About this exercise:
Would you go through the records below and copy each line with the string "проїзд"?

Data to examine:
- - - -
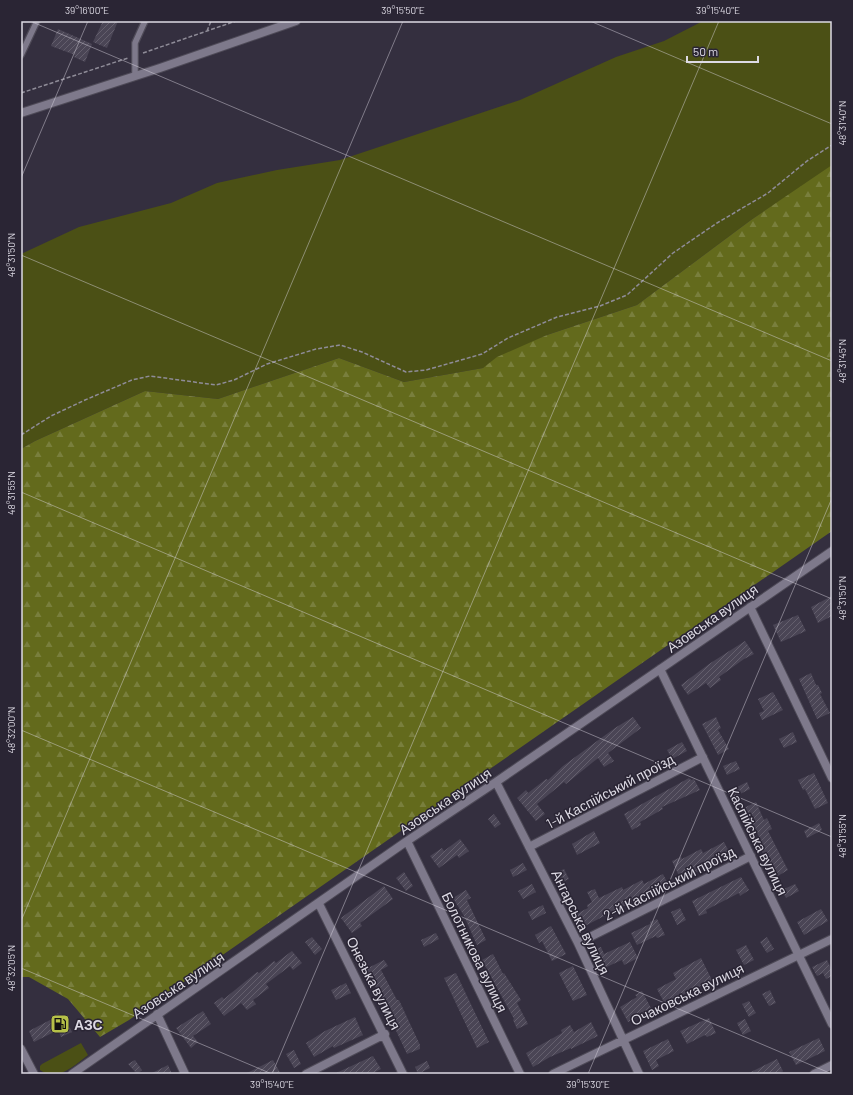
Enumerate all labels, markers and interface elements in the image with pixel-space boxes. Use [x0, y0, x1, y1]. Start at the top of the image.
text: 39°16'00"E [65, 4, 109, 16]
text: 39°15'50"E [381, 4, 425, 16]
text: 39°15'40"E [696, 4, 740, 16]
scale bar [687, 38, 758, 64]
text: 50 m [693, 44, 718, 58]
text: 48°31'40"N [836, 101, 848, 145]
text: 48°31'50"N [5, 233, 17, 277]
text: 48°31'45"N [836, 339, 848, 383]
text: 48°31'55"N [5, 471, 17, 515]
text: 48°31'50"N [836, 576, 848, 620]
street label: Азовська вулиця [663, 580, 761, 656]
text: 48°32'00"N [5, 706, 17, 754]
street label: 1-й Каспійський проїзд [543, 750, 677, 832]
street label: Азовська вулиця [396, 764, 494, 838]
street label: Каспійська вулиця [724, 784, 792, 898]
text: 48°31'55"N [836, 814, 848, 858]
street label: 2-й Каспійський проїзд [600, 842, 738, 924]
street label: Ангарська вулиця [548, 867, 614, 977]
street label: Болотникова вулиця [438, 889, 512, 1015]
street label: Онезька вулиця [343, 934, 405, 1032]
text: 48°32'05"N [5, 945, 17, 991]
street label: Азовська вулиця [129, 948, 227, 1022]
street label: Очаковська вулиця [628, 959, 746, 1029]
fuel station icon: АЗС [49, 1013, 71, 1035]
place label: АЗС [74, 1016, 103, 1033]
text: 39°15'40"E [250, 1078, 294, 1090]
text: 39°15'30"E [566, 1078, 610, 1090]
- - - -
Final answer:
street label: 1-й Каспійський проїзд [543, 750, 677, 832]
street label: 2-й Каспійський проїзд [600, 842, 738, 924]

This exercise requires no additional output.